Quando alguém questionava que as escolas eram caras, ele não desistia: “Cara é a ignorância”. E insistia: “Direitos iguais para todos, privilégios só para as crianças”. Sobre o projeto educacional que criou junto com o professor Darcy Ribeiro e o arquiteto Oscar Niemeyer, dizia: “Dos CIEPS hão de sair aqueles homens e mulheres que irão fazer pelo povo brasileiro tudo aquilo que nós não conseguimos ou não tivemos coragem de fazer”, e “Eu imagino para o meu país através da educação, da assistência materna e infantil, um salto pra o futuro do povo brasileiro.”

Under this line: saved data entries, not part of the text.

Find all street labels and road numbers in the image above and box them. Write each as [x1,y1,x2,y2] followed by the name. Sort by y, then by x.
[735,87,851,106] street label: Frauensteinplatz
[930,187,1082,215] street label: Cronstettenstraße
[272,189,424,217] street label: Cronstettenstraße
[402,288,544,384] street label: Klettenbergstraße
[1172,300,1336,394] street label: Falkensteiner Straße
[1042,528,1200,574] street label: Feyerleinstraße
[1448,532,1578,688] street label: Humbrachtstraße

Enquanto o atual presidente e seus filhos falam grosserias sobre os seus adversários nas redes sociais, o meu avô Brizola definia o seu então inimigo, o empresário Roberto Marinho, com declarações espirituosas: “Ele é uma espécie de Stalin das comunicações em nosso país. Quem não concorda com ele, ele manda para a Sibéria, a Sibéria do gelo, a Sibéria do esquecimento.” (depoimento no documentário “Muito Além do Cidadão Kane”).
Falar do meu avô Brizola é também falar de liberdade de expressão. Prova disso é que ele gostava de se relacionar com os repórteres e sobre eles dizia que “era muito importante o diálogo com os jornalistas, cujo papel não podia ser confundido com o dos patrões” e “uma nação se expressa pela pena de seus jornalistas, não importa que, por vezes, tenha de se buscar nas entrelinhas esta expressão”.
Leonel Brizola Neto é vereador e presidente da Comissão de Direito da Criança e do Adolescente na Câmara do Rio.